A partir de que altura é que o tipo de linguagem jornalística se aproxima mais daquilo que temos hoje em dia?

Muito mais tarde, a partir do momento em que começa a sair gente das faculdades para os jornais, em meados da década de 60. Há um momento-chave no “Diário Popular” em que o Francisco Pinto Balsemão e o Guilherme Brás Medeiros organizam precisamente um concurso para que jovens vindos das faculdades pudessem ingressar no jornal. É uma mensagem muito clara de que a profissão vai deixar de ser um espaço ad hoc onde qualquer pessoa entra desde que tenha um jeitinho. Durante muito tempo houve uma estratificação dos profissionais da imprensa. Havia o informador, que não precisava de saber escrever, só precisava de ir obter os tais pormenores chocantes. Nalguns casos eram quase analfabetos. Depois começa a chegar o modelo bipartido: os jornais enviam uma pessoa para o campo que telefona com a informação e quem está na redação constrói o texto. Depois, quando chega esta gente nova da faculdade, traz um bocadinho o estilo francês e uma reportagem muito mais cuidada. Começam a escassear os jornalistas participantes, que eram uma das marcas do nosso jornalismo, chega a ideia de que o jornalista deve ser muito mais um observador distante e não participante – assistir mas não intervir. Numa das histórias do livro, o Reinaldo Ferreira [jornalista de “O Século” conhecido como repórter X] conta que levou inclusivamente objetos de uma cena de crime para casa para os estudar melhor. Hoje seria impensável. O Reinaldo entendia a profissão como um espaço de participação e, se fosse possível resolver o crime antes da polícia, melhor. Hoje espero que nenhum dos nossos colegas ache isso (risos). 

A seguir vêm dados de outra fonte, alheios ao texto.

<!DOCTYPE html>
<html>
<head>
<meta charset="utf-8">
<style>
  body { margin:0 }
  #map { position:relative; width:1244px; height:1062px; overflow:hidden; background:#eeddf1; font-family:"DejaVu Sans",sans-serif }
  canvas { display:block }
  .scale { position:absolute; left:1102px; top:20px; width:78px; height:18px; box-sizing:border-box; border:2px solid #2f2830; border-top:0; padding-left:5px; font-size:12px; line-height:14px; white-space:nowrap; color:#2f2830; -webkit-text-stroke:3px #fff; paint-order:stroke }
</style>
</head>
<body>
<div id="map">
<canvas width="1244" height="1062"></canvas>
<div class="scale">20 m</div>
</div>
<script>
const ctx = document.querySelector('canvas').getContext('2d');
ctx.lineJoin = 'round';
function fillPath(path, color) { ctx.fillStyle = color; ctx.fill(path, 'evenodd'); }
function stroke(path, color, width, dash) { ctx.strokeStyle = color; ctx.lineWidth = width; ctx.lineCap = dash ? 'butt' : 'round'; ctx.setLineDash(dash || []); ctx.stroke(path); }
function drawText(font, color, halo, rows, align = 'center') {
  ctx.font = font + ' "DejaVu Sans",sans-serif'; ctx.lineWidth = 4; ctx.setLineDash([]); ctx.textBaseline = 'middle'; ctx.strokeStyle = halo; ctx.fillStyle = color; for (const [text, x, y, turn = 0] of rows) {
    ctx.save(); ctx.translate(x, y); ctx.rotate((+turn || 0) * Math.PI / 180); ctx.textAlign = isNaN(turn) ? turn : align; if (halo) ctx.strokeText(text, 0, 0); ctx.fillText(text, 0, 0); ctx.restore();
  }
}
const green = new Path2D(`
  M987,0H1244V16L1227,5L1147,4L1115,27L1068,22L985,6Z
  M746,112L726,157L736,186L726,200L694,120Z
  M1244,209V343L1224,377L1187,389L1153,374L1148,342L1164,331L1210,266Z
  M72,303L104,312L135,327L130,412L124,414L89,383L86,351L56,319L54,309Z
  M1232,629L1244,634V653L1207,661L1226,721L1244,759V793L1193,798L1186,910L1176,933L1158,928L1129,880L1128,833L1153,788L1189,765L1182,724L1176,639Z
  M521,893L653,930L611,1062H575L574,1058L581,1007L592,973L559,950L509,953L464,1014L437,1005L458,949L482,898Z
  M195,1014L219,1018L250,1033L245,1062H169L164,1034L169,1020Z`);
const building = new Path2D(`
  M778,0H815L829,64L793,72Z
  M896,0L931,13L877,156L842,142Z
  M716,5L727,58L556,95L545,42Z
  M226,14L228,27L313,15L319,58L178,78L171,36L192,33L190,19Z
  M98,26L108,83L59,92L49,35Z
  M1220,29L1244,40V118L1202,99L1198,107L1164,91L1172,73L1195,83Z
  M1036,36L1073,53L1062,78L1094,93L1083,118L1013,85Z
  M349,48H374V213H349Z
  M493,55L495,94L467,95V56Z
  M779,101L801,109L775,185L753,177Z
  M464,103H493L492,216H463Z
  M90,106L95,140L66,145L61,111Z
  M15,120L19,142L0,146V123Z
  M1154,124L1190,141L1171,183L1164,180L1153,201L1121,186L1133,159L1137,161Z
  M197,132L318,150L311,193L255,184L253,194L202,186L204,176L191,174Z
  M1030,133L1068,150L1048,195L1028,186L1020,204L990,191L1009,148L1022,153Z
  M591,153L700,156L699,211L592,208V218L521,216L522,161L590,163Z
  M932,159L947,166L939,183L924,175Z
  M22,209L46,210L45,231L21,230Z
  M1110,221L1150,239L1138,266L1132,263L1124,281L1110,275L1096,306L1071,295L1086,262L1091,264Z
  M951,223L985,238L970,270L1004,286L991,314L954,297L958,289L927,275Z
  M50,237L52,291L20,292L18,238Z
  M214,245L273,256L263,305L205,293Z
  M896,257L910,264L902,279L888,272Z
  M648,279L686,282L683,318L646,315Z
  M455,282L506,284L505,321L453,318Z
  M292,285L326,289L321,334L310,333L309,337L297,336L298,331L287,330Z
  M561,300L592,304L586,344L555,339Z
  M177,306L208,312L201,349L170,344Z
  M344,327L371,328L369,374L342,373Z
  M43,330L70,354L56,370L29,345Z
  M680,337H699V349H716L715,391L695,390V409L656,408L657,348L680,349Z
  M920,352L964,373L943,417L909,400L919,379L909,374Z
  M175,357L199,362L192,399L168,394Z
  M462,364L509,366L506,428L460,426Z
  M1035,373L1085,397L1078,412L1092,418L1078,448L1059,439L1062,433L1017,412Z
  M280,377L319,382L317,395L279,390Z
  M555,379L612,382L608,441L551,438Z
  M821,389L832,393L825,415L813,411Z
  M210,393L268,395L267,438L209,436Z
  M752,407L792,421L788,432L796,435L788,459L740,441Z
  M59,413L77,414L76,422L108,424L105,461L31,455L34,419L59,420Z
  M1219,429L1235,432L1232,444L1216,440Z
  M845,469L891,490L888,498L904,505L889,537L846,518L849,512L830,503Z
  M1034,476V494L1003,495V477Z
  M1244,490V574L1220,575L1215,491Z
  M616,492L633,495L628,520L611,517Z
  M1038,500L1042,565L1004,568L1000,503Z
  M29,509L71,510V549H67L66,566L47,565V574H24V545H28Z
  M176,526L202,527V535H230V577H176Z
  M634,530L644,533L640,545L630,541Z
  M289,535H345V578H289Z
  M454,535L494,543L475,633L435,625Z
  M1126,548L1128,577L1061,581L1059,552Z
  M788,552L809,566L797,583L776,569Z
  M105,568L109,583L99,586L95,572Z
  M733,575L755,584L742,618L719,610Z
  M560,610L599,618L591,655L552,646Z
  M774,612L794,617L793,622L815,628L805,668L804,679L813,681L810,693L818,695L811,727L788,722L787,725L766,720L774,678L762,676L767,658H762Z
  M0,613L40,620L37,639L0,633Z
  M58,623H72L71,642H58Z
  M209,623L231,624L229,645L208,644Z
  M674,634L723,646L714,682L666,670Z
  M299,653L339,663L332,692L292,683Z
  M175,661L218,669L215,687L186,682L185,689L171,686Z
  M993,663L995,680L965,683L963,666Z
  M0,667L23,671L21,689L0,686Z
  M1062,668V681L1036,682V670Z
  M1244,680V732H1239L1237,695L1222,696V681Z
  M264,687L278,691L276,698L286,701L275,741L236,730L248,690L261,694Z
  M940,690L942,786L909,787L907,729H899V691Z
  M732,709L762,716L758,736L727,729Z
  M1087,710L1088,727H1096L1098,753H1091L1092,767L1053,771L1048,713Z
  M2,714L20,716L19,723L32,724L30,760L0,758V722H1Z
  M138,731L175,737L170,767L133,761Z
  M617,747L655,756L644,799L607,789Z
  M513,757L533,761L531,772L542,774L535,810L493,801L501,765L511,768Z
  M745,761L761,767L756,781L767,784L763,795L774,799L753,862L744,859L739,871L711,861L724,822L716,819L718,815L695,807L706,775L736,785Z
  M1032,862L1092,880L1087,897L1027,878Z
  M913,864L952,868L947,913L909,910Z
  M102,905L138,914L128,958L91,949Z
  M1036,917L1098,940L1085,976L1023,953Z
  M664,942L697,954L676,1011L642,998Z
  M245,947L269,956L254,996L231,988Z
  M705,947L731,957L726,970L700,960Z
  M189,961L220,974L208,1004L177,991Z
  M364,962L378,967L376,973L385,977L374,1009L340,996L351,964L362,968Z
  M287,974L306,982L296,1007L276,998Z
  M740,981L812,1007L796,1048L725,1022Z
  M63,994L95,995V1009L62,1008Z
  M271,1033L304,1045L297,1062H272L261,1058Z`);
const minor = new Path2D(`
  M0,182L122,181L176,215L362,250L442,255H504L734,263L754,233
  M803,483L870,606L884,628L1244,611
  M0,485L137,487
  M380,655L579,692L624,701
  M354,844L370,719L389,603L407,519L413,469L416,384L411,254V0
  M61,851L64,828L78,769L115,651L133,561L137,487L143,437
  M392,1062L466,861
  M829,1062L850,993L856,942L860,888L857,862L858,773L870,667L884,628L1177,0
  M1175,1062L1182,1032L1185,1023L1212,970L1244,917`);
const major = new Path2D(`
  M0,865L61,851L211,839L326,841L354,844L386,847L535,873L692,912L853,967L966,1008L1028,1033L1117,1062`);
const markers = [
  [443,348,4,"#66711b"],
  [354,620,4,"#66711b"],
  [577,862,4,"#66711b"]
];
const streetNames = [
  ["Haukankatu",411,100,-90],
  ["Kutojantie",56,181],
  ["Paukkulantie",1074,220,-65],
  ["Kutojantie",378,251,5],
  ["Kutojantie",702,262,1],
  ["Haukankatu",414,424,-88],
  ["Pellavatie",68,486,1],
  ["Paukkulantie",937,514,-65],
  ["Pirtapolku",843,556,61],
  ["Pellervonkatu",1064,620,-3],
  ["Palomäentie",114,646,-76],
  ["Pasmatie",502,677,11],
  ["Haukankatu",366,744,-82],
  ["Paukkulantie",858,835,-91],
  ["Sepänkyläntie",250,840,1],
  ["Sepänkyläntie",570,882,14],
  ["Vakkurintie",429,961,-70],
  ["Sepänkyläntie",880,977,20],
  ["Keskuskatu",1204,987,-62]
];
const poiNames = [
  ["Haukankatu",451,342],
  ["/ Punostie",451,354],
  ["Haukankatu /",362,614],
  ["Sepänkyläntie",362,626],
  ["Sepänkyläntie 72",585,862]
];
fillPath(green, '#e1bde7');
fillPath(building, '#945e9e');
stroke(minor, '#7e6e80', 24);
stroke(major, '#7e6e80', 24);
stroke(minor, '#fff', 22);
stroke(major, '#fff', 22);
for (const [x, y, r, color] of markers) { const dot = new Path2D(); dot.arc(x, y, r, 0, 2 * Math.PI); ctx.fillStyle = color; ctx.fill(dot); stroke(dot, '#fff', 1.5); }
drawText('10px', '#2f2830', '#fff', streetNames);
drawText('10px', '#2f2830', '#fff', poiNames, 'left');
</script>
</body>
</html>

Essas personagens todas de que já falámos – o Reinaldo Ferreira, o Esculápio, o Valdemar, etc. – têm a tal aura, lá está, de lenda. Isso também é uma marca dessa época em que, como escreveu, “os jornais se apregoavam a plenos pulmões”. Acha que essa aura está a acabar?

Acho que já não há. Hoje em dia, se houver, relaciona-se com o jornalista-comentador, seja na televisão, na rádio ou ainda no jornal. Mas o jornalista-repórter como foi o Norberto de Araújo, ou o jornalista–entrevistador como foi o Baptista-Bastos, são uma espécie em vias de extinção ou já mesmo extinta, para fazer aqui a ponte com a minha “National Geographic”. Se eu aparecer amanhã num jornal a tentar escrever uma crónica de autor como o Assis Pacheco ou o Sttau Monteiro faziam na década de 70, serei disciplinado até escrever como os outros. Por isso perde–se um bocadinho dessa aura mítica, da esquerda à direita.

É possível dar a volta a isso?

Gostava que fosse. Também tem a ver com o tempo que cada pessoa leva a consumir um jornal. Hoje não compro um jornal para ler o x ou o y como comprava há 20 anos e tenho muita pena.

Mas porque o x e o y já não existem?

Porque já não têm espaço para escrever. É verdade que o jornalismo de investigação ocupou um pouco essa vaga enquanto houve dinheiro para o pagar, mas hoje é raro também. E, portanto, ficámos só com o tal jornalismo normalizado e com jornais que se leem em dez minutos. Digo isto com pena e sou um comprador compulsivo, sou um dos que, enquanto houver papel, serei dos últimos a ir comprar o jornal às tabacarias. 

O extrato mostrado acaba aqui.